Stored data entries
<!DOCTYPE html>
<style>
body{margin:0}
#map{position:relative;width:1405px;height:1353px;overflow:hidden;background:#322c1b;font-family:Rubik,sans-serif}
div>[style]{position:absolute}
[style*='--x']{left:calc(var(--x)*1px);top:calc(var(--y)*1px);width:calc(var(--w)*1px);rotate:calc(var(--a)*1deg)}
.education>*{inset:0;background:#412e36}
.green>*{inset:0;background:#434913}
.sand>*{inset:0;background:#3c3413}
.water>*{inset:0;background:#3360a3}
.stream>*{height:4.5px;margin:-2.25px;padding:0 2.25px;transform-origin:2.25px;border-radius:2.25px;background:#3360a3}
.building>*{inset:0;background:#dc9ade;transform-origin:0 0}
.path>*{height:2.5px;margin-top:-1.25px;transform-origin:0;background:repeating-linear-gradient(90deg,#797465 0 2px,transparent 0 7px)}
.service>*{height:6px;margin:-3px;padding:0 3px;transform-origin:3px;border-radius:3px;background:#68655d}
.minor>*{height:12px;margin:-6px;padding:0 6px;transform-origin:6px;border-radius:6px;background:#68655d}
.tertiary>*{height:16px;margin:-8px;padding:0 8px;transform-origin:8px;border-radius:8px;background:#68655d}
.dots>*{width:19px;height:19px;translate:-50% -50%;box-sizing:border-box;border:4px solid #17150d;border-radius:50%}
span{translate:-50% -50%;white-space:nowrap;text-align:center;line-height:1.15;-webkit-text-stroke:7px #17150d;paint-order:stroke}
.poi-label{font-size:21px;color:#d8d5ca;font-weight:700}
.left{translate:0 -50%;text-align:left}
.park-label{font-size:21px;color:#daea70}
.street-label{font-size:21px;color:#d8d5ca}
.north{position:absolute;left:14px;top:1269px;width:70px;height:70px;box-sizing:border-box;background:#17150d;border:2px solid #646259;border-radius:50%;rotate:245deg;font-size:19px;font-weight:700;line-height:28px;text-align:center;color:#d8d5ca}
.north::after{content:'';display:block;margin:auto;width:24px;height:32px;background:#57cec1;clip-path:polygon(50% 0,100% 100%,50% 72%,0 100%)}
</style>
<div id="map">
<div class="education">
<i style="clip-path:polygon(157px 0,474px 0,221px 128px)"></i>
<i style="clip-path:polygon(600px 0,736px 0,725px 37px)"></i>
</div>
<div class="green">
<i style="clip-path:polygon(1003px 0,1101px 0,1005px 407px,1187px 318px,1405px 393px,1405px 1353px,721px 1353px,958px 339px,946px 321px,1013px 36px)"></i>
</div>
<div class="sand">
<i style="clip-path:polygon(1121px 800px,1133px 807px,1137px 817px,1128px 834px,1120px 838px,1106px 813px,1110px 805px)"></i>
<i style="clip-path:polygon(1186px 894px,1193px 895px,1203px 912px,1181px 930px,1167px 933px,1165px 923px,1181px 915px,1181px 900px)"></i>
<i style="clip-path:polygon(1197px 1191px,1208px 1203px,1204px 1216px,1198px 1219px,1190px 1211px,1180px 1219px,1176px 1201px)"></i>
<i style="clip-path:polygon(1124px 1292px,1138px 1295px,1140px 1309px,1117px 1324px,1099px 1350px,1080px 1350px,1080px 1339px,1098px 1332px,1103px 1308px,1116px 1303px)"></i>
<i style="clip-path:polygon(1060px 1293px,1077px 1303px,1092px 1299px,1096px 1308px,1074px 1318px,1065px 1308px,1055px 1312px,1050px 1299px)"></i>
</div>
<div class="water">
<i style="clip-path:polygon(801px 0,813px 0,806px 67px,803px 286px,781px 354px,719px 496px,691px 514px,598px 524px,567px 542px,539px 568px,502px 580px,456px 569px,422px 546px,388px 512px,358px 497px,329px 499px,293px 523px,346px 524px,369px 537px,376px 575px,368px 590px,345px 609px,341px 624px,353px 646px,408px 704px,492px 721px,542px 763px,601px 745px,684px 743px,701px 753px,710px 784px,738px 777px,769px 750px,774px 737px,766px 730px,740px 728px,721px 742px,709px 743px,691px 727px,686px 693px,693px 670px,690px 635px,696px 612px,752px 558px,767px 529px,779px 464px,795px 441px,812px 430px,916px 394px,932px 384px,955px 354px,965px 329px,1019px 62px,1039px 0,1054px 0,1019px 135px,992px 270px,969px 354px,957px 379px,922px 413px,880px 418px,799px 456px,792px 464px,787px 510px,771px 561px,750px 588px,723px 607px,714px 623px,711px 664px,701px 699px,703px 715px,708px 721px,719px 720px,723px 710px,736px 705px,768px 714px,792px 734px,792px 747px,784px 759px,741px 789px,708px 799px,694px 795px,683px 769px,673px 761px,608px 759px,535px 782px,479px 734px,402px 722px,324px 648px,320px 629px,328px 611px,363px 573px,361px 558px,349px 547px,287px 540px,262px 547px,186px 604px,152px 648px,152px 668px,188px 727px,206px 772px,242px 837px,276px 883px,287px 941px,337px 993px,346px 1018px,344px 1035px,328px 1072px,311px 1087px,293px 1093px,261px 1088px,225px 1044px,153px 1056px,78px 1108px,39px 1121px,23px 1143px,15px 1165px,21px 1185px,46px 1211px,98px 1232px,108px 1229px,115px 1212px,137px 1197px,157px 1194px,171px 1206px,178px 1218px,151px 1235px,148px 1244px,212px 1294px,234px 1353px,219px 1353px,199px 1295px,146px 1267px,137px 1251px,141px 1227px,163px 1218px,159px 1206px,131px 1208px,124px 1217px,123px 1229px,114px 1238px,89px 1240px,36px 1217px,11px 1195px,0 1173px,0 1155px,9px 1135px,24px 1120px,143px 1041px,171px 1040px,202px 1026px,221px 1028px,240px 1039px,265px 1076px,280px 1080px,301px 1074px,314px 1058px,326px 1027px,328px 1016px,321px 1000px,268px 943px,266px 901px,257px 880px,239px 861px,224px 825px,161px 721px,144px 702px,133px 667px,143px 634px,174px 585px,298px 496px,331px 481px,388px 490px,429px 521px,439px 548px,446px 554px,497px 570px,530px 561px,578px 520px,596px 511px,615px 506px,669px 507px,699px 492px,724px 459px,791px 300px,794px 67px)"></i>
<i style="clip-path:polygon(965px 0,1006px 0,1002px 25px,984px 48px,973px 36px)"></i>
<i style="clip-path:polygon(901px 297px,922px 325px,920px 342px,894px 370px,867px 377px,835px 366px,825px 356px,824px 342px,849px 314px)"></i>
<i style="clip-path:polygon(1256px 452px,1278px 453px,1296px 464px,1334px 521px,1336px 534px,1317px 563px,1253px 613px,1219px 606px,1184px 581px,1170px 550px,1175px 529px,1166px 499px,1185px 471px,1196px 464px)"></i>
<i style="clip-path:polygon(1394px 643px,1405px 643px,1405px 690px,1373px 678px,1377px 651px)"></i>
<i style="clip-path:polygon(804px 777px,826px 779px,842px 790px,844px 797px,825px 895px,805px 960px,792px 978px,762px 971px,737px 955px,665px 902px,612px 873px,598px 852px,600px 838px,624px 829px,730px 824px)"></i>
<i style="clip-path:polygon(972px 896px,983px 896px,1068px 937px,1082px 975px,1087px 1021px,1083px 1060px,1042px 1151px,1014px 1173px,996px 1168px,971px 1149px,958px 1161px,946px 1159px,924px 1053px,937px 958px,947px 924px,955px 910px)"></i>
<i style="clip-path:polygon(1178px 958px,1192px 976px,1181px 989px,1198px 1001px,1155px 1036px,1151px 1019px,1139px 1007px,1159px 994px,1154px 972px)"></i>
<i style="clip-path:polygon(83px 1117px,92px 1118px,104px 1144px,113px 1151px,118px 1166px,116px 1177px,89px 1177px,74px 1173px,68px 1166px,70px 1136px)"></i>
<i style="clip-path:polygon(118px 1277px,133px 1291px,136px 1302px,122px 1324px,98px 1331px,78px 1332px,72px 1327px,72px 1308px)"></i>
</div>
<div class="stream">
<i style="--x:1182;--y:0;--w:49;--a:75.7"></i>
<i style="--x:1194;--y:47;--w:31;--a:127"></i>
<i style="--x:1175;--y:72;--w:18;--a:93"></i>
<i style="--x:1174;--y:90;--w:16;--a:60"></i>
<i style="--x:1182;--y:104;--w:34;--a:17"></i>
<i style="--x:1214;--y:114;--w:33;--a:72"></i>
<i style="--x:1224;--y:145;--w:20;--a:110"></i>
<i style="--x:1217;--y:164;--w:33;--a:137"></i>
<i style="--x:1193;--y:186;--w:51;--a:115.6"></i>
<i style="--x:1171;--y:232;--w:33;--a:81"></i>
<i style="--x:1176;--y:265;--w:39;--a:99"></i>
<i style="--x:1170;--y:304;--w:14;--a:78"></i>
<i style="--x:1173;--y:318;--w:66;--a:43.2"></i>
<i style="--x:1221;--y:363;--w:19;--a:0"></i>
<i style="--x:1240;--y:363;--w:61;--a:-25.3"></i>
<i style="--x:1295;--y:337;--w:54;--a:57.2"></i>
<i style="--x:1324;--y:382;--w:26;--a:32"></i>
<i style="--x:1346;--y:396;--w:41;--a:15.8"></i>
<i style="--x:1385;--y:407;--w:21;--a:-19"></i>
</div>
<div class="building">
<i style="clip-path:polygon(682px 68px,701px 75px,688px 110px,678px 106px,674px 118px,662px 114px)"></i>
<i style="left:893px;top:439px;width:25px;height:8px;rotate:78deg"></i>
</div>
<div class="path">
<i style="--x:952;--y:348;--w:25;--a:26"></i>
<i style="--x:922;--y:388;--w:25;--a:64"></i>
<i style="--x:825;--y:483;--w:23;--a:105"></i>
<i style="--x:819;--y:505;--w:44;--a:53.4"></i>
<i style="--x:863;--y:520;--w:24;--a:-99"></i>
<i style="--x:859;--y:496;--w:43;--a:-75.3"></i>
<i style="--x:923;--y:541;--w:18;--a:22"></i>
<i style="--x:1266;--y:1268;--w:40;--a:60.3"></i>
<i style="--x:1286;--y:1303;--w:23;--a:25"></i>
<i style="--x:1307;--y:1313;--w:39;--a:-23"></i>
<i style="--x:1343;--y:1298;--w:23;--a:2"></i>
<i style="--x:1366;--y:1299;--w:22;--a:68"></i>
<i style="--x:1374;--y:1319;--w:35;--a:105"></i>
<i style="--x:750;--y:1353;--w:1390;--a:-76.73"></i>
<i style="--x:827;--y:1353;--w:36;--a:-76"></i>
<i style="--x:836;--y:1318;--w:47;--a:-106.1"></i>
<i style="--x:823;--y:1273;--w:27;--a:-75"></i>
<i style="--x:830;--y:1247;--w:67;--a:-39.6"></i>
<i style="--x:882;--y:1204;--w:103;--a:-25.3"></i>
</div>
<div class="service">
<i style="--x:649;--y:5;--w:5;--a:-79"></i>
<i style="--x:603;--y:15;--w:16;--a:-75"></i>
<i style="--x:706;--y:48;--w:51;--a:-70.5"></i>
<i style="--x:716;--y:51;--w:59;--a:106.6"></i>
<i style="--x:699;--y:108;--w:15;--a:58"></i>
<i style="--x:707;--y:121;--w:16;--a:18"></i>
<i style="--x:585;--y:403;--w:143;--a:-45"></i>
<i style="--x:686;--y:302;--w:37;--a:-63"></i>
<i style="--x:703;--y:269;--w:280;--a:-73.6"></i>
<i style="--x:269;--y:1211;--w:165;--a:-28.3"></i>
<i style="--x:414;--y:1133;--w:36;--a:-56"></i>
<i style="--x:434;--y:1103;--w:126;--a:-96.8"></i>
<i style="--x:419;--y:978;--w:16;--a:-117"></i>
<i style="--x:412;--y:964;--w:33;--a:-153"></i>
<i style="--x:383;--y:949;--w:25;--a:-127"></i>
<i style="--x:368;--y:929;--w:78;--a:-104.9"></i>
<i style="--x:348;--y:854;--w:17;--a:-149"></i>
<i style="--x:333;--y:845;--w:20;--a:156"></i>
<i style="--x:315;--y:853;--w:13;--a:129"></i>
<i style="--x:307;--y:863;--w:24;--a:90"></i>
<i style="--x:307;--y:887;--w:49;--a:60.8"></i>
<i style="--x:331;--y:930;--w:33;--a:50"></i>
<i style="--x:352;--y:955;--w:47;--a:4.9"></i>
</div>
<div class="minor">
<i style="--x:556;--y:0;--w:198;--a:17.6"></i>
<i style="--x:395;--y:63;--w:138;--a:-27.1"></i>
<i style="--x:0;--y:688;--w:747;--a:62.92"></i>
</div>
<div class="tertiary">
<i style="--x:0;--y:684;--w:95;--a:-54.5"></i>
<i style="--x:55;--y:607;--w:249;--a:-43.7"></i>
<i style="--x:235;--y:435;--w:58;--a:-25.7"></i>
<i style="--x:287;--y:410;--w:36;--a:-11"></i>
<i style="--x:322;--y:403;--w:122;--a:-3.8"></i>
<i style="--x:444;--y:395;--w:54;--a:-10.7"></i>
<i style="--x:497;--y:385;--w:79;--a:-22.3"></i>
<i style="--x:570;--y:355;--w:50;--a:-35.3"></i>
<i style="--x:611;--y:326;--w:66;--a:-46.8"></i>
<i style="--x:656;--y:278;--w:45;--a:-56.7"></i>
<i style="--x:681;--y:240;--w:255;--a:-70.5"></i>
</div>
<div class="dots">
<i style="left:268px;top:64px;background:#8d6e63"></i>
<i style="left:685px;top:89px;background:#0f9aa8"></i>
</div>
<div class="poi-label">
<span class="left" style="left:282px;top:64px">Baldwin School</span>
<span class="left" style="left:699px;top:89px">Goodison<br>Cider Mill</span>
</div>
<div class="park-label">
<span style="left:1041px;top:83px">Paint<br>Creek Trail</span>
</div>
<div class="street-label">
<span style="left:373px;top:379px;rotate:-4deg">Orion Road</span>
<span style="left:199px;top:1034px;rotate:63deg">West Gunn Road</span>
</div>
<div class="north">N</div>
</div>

= Directions =
The reply should consist solely of the lines of the data, exact, from the opening line through the line with "0 2px,transparent 0", inclusive.

= Your solution =
<!DOCTYPE html>
<style>
body{margin:0}
#map{position:relative;width:1405px;height:1353px;overflow:hidden;background:#322c1b;font-family:Rubik,sans-serif}
div>[style]{position:absolute}
[style*='--x']{left:calc(var(--x)*1px);top:calc(var(--y)*1px);width:calc(var(--w)*1px);rotate:calc(var(--a)*1deg)}
.education>*{inset:0;background:#412e36}
.green>*{inset:0;background:#434913}
.sand>*{inset:0;background:#3c3413}
.water>*{inset:0;background:#3360a3}
.stream>*{height:4.5px;margin:-2.25px;padding:0 2.25px;transform-origin:2.25px;border-radius:2.25px;background:#3360a3}
.building>*{inset:0;background:#dc9ade;transform-origin:0 0}
.path>*{height:2.5px;margin-top:-1.25px;transform-origin:0;background:repeating-linear-gradient(90deg,#797465 0 2px,transparent 0 7px)}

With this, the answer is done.